Clochettes de la pagode,
Retentissez dans les airs,
Et, suivant l’antique mode,
D’hymen formez les concerts.
Clochettes de la pagode,
Retentissez dans les airs !
Mon bonheur ne peut se comprendre,
Ma fille épouse un mandarin ;
À tous ici, pour mieux l’apprendre,
Sonnez clochettes… tin ! tin ! tin !
Je crois des écus de mon gendre
Entendre le son argentin,
Tin ! tin ! tin ! tin ! tin !
Clochettes de la pagode,
Retentissez dans les airs ! etc., etc.
Allons, ma fille, allons, Peki,
Parlez donc à votre mari !
Vous, la fille d’un laboureur,
Épouser un grand de l’empire !
Le favori de l’empereur,
Le seigneur Tsing-sing ! c’est tout dire.
Trésor de jeunesse et d’amour,
Beauté dont mon âme est ravie !
Je t’ai vue… et pour toi j’oublie
Mon rang, ma noblesse et la cour !
De ma naissance,
De ma puissance,
Un seul coup d’œil
Brise l’orgueil,
Et plein d’extase,
Mon cœur s’embrase,
S’embrase aux feux
De tes beaux yeux.
Trésor de jeunesse et d’amour !
Etc., etc.
On te dira que je suis vieux !
N’en crois rien, l’amour n’a pas d’âge ;
Et, pour te séduire, je veux
Que mes trésors soient ton partage,
Et que chacun dise soudain :
« C’est la femme d’un mandarin.
» Dans ses atours quelle élégance
» Ses pieds ont foulé le satin.
» Perle et rubis ornent son sein.
» Mollement elle se balance,
» Bercée en son beau palanquin. »
Esclaves, servez votre reine,
Esclaves, courbez-vous soudain ;
C’est votre maîtresse et la mienne,
C’est la femme d’un mandarin…
Quel honneur ! quel heureux destin
D’être femme d’un mandarin !
Quel honneur ! quel heureux destin
D’être femme d’un mandarin !
Soumettons-nous à mon destin,
Je suis femme d’un mandarin.
Quel bonheur ! quel heureux destin
D’être femme d’un mandarin.
Clochettes de la pagode,
Retentissez dans les airs ! etc., etc.
Scène II.
Eh bien ! maître Tchin-Kao… qu’en dites-vous ?

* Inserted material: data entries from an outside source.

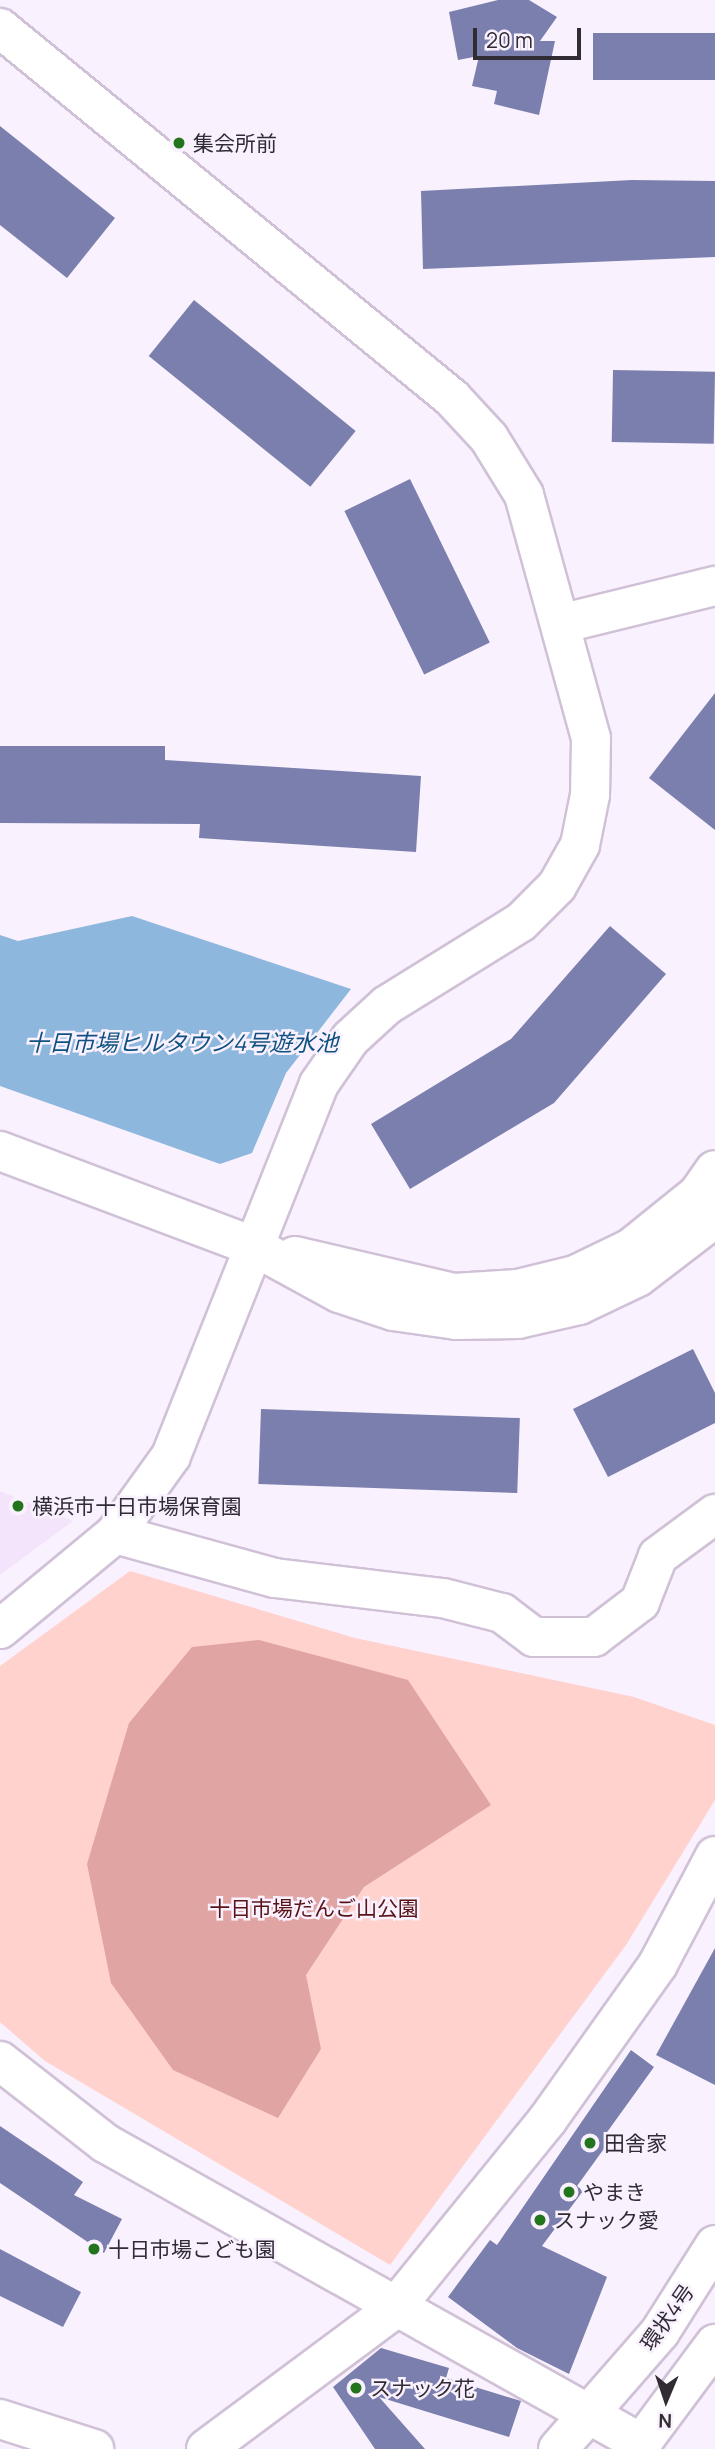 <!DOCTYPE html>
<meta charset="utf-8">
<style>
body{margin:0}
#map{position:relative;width:715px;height:2449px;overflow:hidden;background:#faf1fe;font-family:Manrope,"Noto Sans JP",sans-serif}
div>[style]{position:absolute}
.built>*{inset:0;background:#f3e4fb}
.green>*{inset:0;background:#ffd2ce}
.forest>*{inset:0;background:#e0a5a2}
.water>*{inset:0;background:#8db7dd}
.building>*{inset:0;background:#7b7fad;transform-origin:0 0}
.roads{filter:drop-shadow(2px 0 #d0c1d7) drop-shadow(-2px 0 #d0c1d7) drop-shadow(0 2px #d0c1d7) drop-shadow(0 -2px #d0c1d7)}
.minor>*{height:38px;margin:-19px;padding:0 19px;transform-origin:19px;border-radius:19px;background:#fff}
.major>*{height:38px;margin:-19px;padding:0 19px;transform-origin:19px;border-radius:19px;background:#fff}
.dots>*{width:19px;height:19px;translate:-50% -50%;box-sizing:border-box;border:4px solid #faf1fe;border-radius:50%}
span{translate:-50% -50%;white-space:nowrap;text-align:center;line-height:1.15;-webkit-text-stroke:5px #faf1fe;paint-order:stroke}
.poi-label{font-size:21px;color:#312b34}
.left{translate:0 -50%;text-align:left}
.park-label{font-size:21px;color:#581316}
.street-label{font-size:21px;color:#312b34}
.water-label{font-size:23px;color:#0f5281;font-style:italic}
.north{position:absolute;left:631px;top:2365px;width:70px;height:70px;-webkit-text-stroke:5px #faf1fe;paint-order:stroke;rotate:182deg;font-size:19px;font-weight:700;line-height:28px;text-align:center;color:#312b34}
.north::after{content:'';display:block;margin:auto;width:24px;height:32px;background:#312b34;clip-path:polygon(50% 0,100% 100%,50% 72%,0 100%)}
.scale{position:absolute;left:473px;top:28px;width:108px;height:32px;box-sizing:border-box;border:4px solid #312b34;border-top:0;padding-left:9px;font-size:21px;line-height:24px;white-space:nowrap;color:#312b34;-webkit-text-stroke:5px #faf1fe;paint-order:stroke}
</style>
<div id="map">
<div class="built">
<div style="clip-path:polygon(0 1491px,73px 1521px,0 1575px)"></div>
</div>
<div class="green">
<div style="clip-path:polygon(130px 1571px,355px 1638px,634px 1697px,715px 1725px,715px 1800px,626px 1945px,390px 2265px,45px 2061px,0 2022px,0 1666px)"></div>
</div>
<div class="forest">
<div style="clip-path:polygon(259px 1640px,408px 1680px,491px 1805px,364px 1887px,306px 1975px,321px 2049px,278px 2118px,173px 2070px,111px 1983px,87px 1864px,129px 1723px,192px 1647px)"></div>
</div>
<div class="water">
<div style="clip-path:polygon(132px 916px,351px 989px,286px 1073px,252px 1153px,220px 1164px,0 1086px,0 935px,18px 941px)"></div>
</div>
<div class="building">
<div style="clip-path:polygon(498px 0,529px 0,557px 17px,540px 41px,555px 41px,539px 115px,494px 104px,497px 91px,472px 86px,479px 56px,458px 60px,449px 12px)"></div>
<div style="left:715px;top:33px;width:47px;height:122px;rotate:90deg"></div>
<div style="clip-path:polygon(0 126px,115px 218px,67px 278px,0 225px)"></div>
<div style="clip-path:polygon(632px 180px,715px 181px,715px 257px,423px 269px,421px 191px)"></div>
<div style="left:194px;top:300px;width:208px;height:72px;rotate:39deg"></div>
<div style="left:613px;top:370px;width:102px;height:72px;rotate:1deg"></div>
<div style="left:410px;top:479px;width:182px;height:73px;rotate:64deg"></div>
<div style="clip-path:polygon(715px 693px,715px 830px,649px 778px)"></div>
<div style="clip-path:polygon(0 746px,165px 746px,165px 760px,421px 776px,416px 852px,199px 838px,200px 824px,0 823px)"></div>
<div style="clip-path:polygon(610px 926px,666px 974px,554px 1103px,410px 1189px,371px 1124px,511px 1039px)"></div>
<div style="clip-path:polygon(693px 1349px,715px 1393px,715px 1423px,608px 1477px,573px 1409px)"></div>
<div style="left:261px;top:1409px;width:259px;height:75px;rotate:2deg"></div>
<div style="clip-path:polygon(715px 1948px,715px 2085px,656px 2055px)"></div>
<div style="clip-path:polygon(631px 2050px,654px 2067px,605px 2135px,611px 2139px,577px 2186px,583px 2191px,542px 2246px,607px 2277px,569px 2374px,517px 2348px,448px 2297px,490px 2240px,497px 2245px)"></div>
<div style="clip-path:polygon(0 2126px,83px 2182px,74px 2195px,122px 2219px,104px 2253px,0 2183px)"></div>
<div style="clip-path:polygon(0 2249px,81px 2292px,63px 2327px,0 2296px)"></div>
<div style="clip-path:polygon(381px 2348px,449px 2368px,446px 2378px,521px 2401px,509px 2437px,379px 2397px,425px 2449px,375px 2449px,333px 2387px)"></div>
</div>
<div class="roads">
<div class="minor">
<div style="left:0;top:28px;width:584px;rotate:39.3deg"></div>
<div style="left:452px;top:398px;width:54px;rotate:47.2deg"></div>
<div style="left:489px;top:438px;width:67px;rotate:58.4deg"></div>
<div style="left:524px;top:495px;width:253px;rotate:74.6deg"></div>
<div style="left:591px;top:739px;width:56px;rotate:91deg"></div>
<div style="left:590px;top:795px;width:51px;rotate:101.3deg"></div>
<div style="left:580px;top:845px;width:47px;rotate:119.3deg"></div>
<div style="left:557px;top:886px;width:51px;rotate:135deg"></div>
<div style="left:521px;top:922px;width:158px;rotate:148.2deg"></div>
<div style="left:387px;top:1005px;width:50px;rotate:137.4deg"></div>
<div style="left:350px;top:1039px;width:55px;rotate:124.6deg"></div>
<div style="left:319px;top:1084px;width:400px;rotate:111.7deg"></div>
<div style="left:171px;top:1456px;width:96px;rotate:125.7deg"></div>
<div style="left:115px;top:1534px;width:149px;rotate:140.4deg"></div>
<div style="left:564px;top:623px;width:155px;rotate:-13.8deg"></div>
<div style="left:0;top:1151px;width:272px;rotate:20.6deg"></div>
<div style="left:255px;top:1247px;width:96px;rotate:28.7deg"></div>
<div style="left:339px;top:1293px;width:57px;rotate:18.4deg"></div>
<div style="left:393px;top:1311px;width:64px;rotate:8.1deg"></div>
<div style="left:456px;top:1320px;width:62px;rotate:-0.9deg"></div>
<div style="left:518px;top:1319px;width:63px;rotate:-12.9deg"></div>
<div style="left:579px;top:1305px;width:65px;rotate:-25.4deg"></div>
<div style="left:638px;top:1277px;width:97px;rotate:-37.5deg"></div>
<div style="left:295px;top:1256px;width:163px;rotate:13.1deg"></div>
<div style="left:454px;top:1293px;width:64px;rotate:-3.6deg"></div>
<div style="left:518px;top:1289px;width:59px;rotate:-13.8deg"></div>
<div style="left:575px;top:1275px;width:62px;rotate:-25.7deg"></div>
<div style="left:631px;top:1248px;width:86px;rotate:-38.9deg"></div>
<div style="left:698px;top:1194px;width:29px;rotate:-55deg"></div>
<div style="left:115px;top:1534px;width:166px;rotate:15.4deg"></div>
<div style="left:275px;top:1578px;width:169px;rotate:6.8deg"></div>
<div style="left:443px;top:1598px;width:61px;rotate:14.3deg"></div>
<div style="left:502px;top:1613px;width:40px;rotate:37deg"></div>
<div style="left:534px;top:1637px;width:60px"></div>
<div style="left:594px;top:1637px;width:58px;rotate:-37.3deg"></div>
<div style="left:640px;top:1602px;width:49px;rotate:-68.6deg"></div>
<div style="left:658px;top:1556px;width:71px;rotate:-36.4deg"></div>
<div style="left:0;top:2061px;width:133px;rotate:38deg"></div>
<div style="left:105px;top:2143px;width:616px;rotate:29.27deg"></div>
<div style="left:0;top:2419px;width:99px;rotate:17.7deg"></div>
<div style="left:206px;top:2449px;width:233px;rotate:-36.6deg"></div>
<div style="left:393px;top:2310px;width:246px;rotate:-50.9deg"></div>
<div style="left:548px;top:2119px;width:190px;rotate:-54.6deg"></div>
<div style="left:658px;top:1964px;width:122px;rotate:-62.2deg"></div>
</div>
<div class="major">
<div style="left:558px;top:2449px;width:155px;rotate:-48.9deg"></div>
<div style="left:660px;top:2332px;width:103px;rotate:-57.7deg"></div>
<div style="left:637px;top:2449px;width:131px;rotate:-53.4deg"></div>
</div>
</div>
<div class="dots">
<div style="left:179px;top:143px;background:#22741d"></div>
<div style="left:18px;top:1506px;background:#22741d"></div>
<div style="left:590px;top:2143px;background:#22741d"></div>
<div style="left:569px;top:2192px;background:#22741d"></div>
<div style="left:540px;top:2220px;background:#22741d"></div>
<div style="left:94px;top:2249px;background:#22741d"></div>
<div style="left:356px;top:2388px;background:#22741d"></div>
</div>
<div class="poi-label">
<span class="left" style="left:193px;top:143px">集会所前</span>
<span class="left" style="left:32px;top:1506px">横浜市十日市場保育園</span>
<span class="left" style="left:604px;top:2143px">田舎家</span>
<span class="left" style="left:583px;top:2192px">やまき</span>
<span class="left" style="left:554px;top:2220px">スナック愛</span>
<span class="left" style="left:108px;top:2249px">十日市場こども園</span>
<span class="left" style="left:370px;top:2388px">スナック花</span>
</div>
<div class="park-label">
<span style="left:314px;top:1908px">十日市場だんご山公園</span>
</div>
<div class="street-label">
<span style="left:667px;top:2317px;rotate:-55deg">環状4号</span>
</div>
<div class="water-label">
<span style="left:182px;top:1042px">十日市場ヒルタウン4号遊水池</span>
</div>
<div class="north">N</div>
<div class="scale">20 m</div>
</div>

Que je ne puis en revenir encore !… vous, gouverneur de cette province, qui veniez tous les ans au nom de l’empereur, notre gracieux souverain, pour toucher notre argent ou nous donner des coups de bâton ; vous, qui me faisiez une si grande peur, ainsi qu’à tout le monde, vous voilà mon gendre…
Oui, maître Tchin-Kao, je vous ai fait cet honneur : j’admets votre fille au nombre de mes femmes.
Est-ce que vous en avez beaucoup ?
Quatre.
Est-il possible !
Objet de luxe ! et pas autre chose. Un grand seigneur chinois y est obligé par son rang…
Ici, au village, nous ne prenons qu’une femme ! nous ne pouvons pas en avoir davantage…
C’est juste ! vous n’en avez pas les moyens !… c’est un luxe qui revient très cher, attendu qu’à chaque fille qu’on épouse… il faut payer une dot à son père.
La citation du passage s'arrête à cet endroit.